John Mortimer would have deserved to be remembered with some fondness had Rumpole of the Bailey been his only creation, or even the sole memorable product of his life’s work.
However, as those who have read the more timely obituaries will have seen (if they needed reminding), here was a man of considerable literary merit, producing highly acclaimed novels, plays and essays, who had also excelled in his first career, as a barrister.
I was fortunate enough to encounter John Mortimer, learned counsel, and also John Mortimer, gifted writer.
It was not quite my first big assignment on joining The Daily Telegraph in 1977; that honour belongs to the Case of the Manacled Mormon, the strange and for many people hilarious tale of Joyce McKinney, a former Miss Wyoming - no less - who had stalked a gauche, oversized Mormon missionary and ultimately kidnapped him, keeping him in a cottage in Devon where, he complained, she handcuffed him to a bed and forced him to have sex with her.
I was in court when she declared her love for the missionary in these terms: “I’d ski naked down Mount Everest with a carnation up my nose if he asked me.”
Sadly, Sir John was not involved in that case. But he did appear in the first big trial, or series of trials, that I covered on moving to Bristol as a regional reporter.
Anyone remember Operation Julie? Named after a police sergeant involved in the investigation, this was the case of a disparate band of clever graduates, hippies, drifters and Ordinary Decent Criminals who ran or took part in a huge conspiracy to mass-produce LSD and ensure its widest distribution.
Among the main participants were what one detective assured me were the “acidheads”, men and women who genuinely felt they were on a mission to turn on as many people as possible (there was even one claim that they planned to pour acid into the Birmingham water supply to send the whole city on hallucinatory trips), and the “breadheads”.
No prizes for guessing the next bit: the acidheads were committed to producing the purest, highest quality LSD tablets; the breadheads saw far greater sense in reducing the dose and maximising the profits.

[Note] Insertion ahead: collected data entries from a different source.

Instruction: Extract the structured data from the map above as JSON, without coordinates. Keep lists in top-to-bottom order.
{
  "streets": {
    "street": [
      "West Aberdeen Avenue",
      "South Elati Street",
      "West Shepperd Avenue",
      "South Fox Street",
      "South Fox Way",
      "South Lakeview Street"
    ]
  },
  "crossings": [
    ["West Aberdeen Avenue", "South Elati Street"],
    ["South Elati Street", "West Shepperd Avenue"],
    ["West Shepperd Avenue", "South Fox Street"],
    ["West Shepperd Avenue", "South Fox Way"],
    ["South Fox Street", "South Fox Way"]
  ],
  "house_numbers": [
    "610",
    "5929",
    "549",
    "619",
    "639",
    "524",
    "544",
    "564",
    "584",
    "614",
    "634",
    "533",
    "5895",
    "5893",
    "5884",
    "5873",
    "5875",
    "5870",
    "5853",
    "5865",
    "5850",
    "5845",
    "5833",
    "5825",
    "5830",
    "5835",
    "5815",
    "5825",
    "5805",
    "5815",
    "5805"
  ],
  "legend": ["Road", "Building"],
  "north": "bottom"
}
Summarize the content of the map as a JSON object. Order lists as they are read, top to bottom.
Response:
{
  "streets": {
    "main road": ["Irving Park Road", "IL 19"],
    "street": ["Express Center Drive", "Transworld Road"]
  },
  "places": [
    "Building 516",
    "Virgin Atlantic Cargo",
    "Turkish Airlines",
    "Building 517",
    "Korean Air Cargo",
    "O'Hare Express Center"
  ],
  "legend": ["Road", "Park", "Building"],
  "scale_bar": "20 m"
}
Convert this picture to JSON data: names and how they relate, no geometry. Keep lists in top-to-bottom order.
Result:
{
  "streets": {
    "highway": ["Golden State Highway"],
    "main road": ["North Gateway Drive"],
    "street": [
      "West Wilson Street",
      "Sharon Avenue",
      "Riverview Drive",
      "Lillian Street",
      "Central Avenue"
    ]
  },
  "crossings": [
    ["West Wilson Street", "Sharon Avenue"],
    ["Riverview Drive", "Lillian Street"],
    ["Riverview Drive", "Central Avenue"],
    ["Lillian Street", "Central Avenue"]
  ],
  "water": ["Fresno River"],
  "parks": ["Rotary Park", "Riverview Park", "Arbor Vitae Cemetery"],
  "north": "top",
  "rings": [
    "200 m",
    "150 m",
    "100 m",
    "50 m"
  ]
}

John Mortimer appeared for David Solomon, a member of the first category of accused. He was a Californian author who, after pitching up in Cambridge, moved in lofty academic circles.
Solomon was also a disciple of the Timothy Leary “turn on, tune in, drop out” school of pro-drug thought. However foolish or naive he may have been, his motives were at least relatively untainted by greed, a point argued with great force in a long, sober speech of mitigation by Sir John that - as lawyers and reporters attending the trial agreed - probably sliced a couple of years off the sentence imposed.
The next time I met Sir John was eight years later at his London club, the Garrick. He had been hired at great cost by the Telegraph to write a series of long features.
His first was to be on the subject of a tour of the Middle East by the Prince and Princess of Wales; I was to be not only the travelling reporter, covering the detail of the tour itself, but also Sir John’s protector, the "minder" and guide of a man of letters caught in the midst of a bunch of grubby hacks.
I remember little of his resulting article, except that it dwelt a lot on the little ladders all the photographers lumped around with them to ensure some elevation when taking their endless pictures of Diana.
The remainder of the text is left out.